## Entries supplied:
----
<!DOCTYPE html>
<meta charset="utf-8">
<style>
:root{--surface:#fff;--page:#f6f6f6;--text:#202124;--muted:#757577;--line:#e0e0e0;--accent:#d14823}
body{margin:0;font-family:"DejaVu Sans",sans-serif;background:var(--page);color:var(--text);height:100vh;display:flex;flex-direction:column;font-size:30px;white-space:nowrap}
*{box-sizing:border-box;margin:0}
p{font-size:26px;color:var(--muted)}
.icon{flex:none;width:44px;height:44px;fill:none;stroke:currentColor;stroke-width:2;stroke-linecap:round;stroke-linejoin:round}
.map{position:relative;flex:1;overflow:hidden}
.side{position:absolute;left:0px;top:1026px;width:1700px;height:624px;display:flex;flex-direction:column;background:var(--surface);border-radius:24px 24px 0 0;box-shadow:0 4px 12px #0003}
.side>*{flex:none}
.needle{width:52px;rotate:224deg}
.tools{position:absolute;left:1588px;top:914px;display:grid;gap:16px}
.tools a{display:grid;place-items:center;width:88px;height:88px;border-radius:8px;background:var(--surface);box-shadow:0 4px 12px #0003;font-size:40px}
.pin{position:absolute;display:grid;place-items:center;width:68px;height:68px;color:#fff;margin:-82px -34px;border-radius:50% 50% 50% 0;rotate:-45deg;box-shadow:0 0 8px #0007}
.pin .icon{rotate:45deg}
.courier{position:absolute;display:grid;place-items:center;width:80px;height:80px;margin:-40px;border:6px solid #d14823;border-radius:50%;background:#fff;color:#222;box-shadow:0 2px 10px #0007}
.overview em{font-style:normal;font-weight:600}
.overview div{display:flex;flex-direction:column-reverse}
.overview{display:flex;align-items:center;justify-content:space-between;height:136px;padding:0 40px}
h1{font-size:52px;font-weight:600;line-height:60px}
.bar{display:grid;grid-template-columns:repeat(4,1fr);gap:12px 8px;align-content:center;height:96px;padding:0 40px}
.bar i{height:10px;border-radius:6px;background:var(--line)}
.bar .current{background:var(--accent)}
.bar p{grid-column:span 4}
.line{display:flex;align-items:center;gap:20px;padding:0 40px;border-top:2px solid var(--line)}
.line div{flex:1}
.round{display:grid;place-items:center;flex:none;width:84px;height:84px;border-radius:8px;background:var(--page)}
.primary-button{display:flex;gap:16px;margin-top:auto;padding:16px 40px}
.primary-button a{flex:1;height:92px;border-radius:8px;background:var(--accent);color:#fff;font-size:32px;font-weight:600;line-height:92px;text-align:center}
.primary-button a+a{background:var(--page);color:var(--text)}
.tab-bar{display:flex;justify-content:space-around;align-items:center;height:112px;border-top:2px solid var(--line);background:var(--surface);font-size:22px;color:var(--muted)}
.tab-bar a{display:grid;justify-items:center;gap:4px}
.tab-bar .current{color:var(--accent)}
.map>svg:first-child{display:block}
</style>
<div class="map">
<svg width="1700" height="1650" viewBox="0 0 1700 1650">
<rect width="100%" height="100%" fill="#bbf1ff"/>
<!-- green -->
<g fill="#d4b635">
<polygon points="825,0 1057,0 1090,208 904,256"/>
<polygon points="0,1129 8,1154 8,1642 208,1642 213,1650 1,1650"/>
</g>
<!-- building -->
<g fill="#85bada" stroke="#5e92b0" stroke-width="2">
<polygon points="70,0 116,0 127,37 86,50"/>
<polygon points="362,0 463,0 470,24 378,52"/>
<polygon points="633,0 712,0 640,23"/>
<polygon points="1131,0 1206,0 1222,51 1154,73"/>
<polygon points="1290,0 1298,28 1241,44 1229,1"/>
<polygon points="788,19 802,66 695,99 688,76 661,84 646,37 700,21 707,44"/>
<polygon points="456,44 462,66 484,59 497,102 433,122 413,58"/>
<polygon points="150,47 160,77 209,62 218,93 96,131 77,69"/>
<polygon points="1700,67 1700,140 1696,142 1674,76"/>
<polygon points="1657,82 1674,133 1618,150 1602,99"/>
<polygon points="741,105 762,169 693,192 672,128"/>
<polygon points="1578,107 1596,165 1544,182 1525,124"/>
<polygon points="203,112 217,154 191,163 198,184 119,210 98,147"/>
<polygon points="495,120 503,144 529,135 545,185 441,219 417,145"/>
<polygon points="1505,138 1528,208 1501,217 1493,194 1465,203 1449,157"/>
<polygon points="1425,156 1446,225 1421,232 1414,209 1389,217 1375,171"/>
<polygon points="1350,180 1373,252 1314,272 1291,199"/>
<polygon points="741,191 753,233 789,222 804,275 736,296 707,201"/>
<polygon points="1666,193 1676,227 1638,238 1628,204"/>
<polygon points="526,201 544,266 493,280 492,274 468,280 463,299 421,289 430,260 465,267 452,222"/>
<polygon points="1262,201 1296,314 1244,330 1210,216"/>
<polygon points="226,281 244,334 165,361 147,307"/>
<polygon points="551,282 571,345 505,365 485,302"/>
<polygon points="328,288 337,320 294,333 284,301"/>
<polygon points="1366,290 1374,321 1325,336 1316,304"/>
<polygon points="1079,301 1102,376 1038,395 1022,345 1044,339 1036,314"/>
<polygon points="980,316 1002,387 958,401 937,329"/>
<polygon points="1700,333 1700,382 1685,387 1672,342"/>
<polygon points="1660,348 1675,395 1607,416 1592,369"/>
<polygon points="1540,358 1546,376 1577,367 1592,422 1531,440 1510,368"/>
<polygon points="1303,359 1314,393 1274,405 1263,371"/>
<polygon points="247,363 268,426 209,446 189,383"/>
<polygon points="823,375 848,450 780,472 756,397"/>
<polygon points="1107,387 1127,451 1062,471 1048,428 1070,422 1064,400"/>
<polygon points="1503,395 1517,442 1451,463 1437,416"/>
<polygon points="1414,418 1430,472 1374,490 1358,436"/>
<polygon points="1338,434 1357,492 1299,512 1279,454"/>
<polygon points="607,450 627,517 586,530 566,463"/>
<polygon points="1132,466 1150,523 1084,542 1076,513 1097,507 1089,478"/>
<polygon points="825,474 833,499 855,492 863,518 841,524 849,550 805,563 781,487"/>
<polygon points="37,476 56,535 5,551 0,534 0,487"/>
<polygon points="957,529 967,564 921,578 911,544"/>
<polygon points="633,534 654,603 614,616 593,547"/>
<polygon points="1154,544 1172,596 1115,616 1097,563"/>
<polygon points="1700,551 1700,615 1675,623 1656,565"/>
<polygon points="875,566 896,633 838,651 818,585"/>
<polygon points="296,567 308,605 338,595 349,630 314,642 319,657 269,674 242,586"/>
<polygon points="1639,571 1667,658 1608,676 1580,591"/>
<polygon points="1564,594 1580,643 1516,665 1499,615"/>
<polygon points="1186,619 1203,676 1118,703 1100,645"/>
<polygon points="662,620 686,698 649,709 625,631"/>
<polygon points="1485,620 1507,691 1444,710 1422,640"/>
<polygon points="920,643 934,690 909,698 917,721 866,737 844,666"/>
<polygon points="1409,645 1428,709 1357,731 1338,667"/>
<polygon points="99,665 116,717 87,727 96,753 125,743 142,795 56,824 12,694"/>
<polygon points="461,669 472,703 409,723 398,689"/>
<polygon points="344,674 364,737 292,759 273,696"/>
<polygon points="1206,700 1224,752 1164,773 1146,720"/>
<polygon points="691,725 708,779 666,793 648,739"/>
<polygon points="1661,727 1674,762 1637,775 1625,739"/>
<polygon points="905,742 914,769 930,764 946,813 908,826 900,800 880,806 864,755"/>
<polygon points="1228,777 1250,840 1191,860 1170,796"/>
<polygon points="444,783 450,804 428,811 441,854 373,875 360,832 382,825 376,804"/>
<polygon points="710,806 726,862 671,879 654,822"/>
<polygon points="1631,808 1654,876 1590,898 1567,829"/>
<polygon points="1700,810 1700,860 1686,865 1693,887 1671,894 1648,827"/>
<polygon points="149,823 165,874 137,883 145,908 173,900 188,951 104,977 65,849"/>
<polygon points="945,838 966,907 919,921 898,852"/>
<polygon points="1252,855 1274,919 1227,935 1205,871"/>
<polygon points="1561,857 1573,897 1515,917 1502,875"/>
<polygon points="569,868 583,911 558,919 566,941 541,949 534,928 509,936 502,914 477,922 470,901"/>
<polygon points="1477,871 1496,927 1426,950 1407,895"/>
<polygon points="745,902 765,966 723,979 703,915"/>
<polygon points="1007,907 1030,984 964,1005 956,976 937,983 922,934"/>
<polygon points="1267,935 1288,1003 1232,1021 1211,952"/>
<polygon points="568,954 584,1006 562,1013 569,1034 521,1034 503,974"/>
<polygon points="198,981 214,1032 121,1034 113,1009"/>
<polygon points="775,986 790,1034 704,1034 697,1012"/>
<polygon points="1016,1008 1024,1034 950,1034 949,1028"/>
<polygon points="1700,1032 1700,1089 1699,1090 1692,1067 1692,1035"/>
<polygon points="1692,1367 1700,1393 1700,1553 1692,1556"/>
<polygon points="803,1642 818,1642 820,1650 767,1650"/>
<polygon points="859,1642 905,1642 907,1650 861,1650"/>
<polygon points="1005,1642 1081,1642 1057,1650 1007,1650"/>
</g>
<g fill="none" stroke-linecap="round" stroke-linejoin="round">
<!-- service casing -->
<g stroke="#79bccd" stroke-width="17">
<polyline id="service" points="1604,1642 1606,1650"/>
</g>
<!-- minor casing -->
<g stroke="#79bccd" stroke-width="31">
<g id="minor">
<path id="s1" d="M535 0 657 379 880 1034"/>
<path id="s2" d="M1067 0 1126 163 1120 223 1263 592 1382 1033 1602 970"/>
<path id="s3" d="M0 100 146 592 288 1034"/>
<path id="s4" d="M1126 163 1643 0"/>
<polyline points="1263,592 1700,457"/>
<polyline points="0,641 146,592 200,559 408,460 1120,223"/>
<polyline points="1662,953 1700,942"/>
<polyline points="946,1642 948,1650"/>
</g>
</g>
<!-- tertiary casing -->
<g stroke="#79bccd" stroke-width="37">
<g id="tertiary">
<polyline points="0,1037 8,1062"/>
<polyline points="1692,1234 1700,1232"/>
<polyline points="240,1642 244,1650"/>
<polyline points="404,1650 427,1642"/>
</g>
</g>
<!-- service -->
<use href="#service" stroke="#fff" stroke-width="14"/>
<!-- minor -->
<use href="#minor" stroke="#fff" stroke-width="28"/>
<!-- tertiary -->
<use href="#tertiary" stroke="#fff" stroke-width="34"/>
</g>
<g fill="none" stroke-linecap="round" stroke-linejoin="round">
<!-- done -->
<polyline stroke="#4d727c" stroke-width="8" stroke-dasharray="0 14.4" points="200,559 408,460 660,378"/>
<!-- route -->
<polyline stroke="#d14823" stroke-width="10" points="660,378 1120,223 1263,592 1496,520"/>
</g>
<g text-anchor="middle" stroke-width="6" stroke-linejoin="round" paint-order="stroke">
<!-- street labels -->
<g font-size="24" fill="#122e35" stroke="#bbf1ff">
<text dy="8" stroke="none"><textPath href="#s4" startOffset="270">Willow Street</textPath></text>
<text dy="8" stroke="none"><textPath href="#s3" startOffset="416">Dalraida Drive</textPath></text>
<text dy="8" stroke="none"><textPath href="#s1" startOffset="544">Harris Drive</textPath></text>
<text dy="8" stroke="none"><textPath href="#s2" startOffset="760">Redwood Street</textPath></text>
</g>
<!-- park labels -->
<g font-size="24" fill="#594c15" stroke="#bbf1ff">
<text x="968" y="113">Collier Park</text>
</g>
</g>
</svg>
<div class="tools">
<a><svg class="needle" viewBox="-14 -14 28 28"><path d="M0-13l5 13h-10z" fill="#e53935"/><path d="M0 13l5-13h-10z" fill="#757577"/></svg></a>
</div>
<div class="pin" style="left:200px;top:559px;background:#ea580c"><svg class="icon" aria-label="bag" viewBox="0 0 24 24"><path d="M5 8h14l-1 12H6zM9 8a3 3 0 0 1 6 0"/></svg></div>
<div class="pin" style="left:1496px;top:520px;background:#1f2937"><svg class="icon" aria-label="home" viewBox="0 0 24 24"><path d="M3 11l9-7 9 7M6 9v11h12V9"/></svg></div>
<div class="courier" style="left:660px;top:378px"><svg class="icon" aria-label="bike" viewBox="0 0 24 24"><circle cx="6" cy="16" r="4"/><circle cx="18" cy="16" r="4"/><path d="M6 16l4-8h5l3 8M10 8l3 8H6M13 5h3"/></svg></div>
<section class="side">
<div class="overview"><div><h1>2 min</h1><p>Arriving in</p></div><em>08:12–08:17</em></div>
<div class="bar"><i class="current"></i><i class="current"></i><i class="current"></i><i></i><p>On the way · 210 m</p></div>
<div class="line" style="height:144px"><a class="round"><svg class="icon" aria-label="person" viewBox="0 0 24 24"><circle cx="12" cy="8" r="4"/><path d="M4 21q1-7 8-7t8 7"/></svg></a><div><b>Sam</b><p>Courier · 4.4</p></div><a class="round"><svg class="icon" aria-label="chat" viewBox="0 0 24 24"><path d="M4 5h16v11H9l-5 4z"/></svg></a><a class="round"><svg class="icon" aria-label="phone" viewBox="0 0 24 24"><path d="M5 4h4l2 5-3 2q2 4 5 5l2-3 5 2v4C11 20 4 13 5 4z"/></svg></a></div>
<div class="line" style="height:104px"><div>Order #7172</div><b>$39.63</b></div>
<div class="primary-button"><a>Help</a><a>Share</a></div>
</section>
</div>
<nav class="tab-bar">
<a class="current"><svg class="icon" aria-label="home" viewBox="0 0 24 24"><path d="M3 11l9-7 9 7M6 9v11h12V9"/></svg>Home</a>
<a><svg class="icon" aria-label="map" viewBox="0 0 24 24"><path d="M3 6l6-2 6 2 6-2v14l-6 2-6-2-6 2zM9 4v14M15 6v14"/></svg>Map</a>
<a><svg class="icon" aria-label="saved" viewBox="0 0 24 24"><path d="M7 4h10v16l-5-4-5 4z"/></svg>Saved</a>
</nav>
----
## Work to be completed:
Your task for the entries above: copy exactly the span starting with the line with "657 379 880" and going on through the line with "<!-- route -->", both lines included, and nothing else.

## Output for this task:
<path id="s1" d="M535 0 657 379 880 1034"/>
<path id="s2" d="M1067 0 1126 163 1120 223 1263 592 1382 1033 1602 970"/>
<path id="s3" d="M0 100 146 592 288 1034"/>
<path id="s4" d="M1126 163 1643 0"/>
<polyline points="1263,592 1700,457"/>
<polyline points="0,641 146,592 200,559 408,460 1120,223"/>
<polyline points="1662,953 1700,942"/>
<polyline points="946,1642 948,1650"/>
</g>
</g>
<!-- tertiary casing -->
<g stroke="#79bccd" stroke-width="37">
<g id="tertiary">
<polyline points="0,1037 8,1062"/>
<polyline points="1692,1234 1700,1232"/>
<polyline points="240,1642 244,1650"/>
<polyline points="404,1650 427,1642"/>
</g>
</g>
<!-- service -->
<use href="#service" stroke="#fff" stroke-width="14"/>
<!-- minor -->
<use href="#minor" stroke="#fff" stroke-width="28"/>
<!-- tertiary -->
<use href="#tertiary" stroke="#fff" stroke-width="34"/>
</g>
<g fill="none" stroke-linecap="round" stroke-linejoin="round">
<!-- done -->
<polyline stroke="#4d727c" stroke-width="8" stroke-dasharray="0 14.4" points="200,559 408,460 660,378"/>
<!-- route -->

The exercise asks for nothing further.